## Stored data entries
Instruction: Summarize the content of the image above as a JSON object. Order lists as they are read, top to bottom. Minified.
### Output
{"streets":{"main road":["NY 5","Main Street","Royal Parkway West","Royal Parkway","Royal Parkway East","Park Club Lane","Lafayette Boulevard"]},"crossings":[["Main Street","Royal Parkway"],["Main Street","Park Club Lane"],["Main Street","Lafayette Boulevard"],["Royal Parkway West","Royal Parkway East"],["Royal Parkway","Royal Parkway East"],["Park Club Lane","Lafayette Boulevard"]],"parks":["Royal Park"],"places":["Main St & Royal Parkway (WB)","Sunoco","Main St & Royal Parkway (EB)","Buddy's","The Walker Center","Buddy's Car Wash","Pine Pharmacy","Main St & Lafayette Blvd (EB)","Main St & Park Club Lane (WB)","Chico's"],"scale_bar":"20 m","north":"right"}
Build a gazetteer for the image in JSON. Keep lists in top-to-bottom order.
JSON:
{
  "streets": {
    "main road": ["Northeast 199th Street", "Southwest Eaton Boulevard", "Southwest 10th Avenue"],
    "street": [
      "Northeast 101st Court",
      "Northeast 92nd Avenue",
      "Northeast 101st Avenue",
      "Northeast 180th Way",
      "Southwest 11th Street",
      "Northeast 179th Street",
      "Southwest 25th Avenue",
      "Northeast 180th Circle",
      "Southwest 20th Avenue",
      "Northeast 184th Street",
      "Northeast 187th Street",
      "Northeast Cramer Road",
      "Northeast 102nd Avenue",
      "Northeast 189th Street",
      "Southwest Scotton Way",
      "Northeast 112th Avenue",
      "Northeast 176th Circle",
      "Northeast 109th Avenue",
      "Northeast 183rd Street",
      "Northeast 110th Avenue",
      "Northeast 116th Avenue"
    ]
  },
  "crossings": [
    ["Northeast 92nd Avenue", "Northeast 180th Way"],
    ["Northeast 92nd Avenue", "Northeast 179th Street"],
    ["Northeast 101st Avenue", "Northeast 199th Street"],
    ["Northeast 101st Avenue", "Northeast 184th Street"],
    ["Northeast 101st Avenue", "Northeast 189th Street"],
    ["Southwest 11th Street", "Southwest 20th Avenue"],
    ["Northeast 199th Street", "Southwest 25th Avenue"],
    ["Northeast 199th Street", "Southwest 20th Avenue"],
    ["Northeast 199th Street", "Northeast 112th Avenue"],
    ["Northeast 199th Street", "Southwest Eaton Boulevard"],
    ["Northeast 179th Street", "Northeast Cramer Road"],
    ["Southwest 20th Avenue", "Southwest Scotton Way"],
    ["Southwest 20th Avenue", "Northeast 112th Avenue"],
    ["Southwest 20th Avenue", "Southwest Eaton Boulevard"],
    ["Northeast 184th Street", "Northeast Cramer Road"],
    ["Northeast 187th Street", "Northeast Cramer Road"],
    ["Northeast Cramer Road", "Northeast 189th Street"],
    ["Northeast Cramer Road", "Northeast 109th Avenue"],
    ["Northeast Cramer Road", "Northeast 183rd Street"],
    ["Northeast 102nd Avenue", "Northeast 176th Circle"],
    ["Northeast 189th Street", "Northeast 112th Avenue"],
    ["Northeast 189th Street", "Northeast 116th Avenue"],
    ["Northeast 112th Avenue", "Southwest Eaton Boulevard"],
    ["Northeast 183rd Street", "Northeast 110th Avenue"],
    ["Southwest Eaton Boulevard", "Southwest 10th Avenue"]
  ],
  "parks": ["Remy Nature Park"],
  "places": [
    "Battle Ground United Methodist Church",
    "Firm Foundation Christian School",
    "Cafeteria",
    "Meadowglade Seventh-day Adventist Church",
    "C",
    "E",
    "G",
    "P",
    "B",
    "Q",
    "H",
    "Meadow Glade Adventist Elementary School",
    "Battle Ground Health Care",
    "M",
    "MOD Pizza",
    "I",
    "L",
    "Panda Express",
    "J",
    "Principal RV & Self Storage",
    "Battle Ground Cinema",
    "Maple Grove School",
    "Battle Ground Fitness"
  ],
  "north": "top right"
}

## WHAT TO PRODUCE
For every record above, print an exact copy.

## RESULT OF THIS TASK
Instruction: Summarize the content of the image above as a JSON object. Order lists as they are read, top to bottom. Minified.
### Output
{"streets":{"main road":["NY 5","Main Street","Royal Parkway West","Royal Parkway","Royal Parkway East","Park Club Lane","Lafayette Boulevard"]},"crossings":[["Main Street","Royal Parkway"],["Main Street","Park Club Lane"],["Main Street","Lafayette Boulevard"],["Royal Parkway West","Royal Parkway East"],["Royal Parkway","Royal Parkway East"],["Park Club Lane","Lafayette Boulevard"]],"parks":["Royal Park"],"places":["Main St & Royal Parkway (WB)","Sunoco","Main St & Royal Parkway (EB)","Buddy's","The Walker Center","Buddy's Car Wash","Pine Pharmacy","Main St & Lafayette Blvd (EB)","Main St & Park Club Lane (WB)","Chico's"],"scale_bar":"20 m","north":"right"}
Build a gazetteer for the image in JSON. Keep lists in top-to-bottom order.
JSON:
{
  "streets": {
    "main road": ["Northeast 199th Street", "Southwest Eaton Boulevard", "Southwest 10th Avenue"],
    "street": [
      "Northeast 101st Court",
      "Northeast 92nd Avenue",
      "Northeast 101st Avenue",
      "Northeast 180th Way",
      "Southwest 11th Street",
      "Northeast 179th Street",
      "Southwest 25th Avenue",
      "Northeast 180th Circle",
      "Southwest 20th Avenue",
      "Northeast 184th Street",
      "Northeast 187th Street",
      "Northeast Cramer Road",
      "Northeast 102nd Avenue",
      "Northeast 189th Street",
      "Southwest Scotton Way",
      "Northeast 112th Avenue",
      "Northeast 176th Circle",
      "Northeast 109th Avenue",
      "Northeast 183rd Street",
      "Northeast 110th Avenue",
      "Northeast 116th Avenue"
    ]
  },
  "crossings": [
    ["Northeast 92nd Avenue", "Northeast 180th Way"],
    ["Northeast 92nd Avenue", "Northeast 179th Street"],
    ["Northeast 101st Avenue", "Northeast 199th Street"],
    ["Northeast 101st Avenue", "Northeast 184th Street"],
    ["Northeast 101st Avenue", "Northeast 189th Street"],
    ["Southwest 11th Street", "Southwest 20th Avenue"],
    ["Northeast 199th Street", "Southwest 25th Avenue"],
    ["Northeast 199th Street", "Southwest 20th Avenue"],
    ["Northeast 199th Street", "Northeast 112th Avenue"],
    ["Northeast 199th Street", "Southwest Eaton Boulevard"],
    ["Northeast 179th Street", "Northeast Cramer Road"],
    ["Southwest 20th Avenue", "Southwest Scotton Way"],
    ["Southwest 20th Avenue", "Northeast 112th Avenue"],
    ["Southwest 20th Avenue", "Southwest Eaton Boulevard"],
    ["Northeast 184th Street", "Northeast Cramer Road"],
    ["Northeast 187th Street", "Northeast Cramer Road"],
    ["Northeast Cramer Road", "Northeast 189th Street"],
    ["Northeast Cramer Road", "Northeast 109th Avenue"],
    ["Northeast Cramer Road", "Northeast 183rd Street"],
    ["Northeast 102nd Avenue", "Northeast 176th Circle"],
    ["Northeast 189th Street", "Northeast 112th Avenue"],
    ["Northeast 189th Street", "Northeast 116th Avenue"],
    ["Northeast 112th Avenue", "Southwest Eaton Boulevard"],
    ["Northeast 183rd Street", "Northeast 110th Avenue"],
    ["Southwest Eaton Boulevard", "Southwest 10th Avenue"]
  ],
  "parks": ["Remy Nature Park"],
  "places": [
    "Battle Ground United Methodist Church",
    "Firm Foundation Christian School",
    "Cafeteria",
    "Meadowglade Seventh-day Adventist Church",
    "C",
    "E",
    "G",
    "P",
    "B",
    "Q",
    "H",
    "Meadow Glade Adventist Elementary School",
    "Battle Ground Health Care",
    "M",
    "MOD Pizza",
    "I",
    "L",
    "Panda Express",
    "J",
    "Principal RV & Self Storage",
    "Battle Ground Cinema",
    "Maple Grove School",
    "Battle Ground Fitness"
  ],
  "north": "top right"
}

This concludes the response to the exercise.